## Task requirements
Lift out each line of the data that holds "Ленинградская".

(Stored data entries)

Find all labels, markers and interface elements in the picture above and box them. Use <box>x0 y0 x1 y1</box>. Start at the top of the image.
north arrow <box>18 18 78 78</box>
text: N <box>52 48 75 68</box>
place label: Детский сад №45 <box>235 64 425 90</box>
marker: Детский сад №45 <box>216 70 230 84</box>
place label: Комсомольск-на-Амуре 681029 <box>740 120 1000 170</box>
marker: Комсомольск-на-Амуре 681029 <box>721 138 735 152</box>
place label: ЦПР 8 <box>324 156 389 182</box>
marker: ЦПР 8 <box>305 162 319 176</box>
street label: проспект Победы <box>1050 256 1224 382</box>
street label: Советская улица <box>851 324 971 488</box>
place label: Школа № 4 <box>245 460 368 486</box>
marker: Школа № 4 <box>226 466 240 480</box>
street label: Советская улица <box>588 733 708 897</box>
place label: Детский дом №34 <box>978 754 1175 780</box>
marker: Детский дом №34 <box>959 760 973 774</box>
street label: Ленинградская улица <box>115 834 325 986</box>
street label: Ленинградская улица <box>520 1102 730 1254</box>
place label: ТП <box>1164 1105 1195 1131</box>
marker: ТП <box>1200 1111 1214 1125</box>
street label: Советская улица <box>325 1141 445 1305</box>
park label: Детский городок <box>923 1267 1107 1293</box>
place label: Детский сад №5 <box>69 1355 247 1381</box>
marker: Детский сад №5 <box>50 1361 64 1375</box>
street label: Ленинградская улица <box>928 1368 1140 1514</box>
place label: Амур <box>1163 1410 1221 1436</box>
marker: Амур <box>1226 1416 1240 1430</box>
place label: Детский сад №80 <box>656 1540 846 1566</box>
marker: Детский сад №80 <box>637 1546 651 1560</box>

## Task output
street label: Ленинградская улица <box>115 834 325 986</box>
street label: Ленинградская улица <box>520 1102 730 1254</box>
street label: Ленинградская улица <box>928 1368 1140 1514</box>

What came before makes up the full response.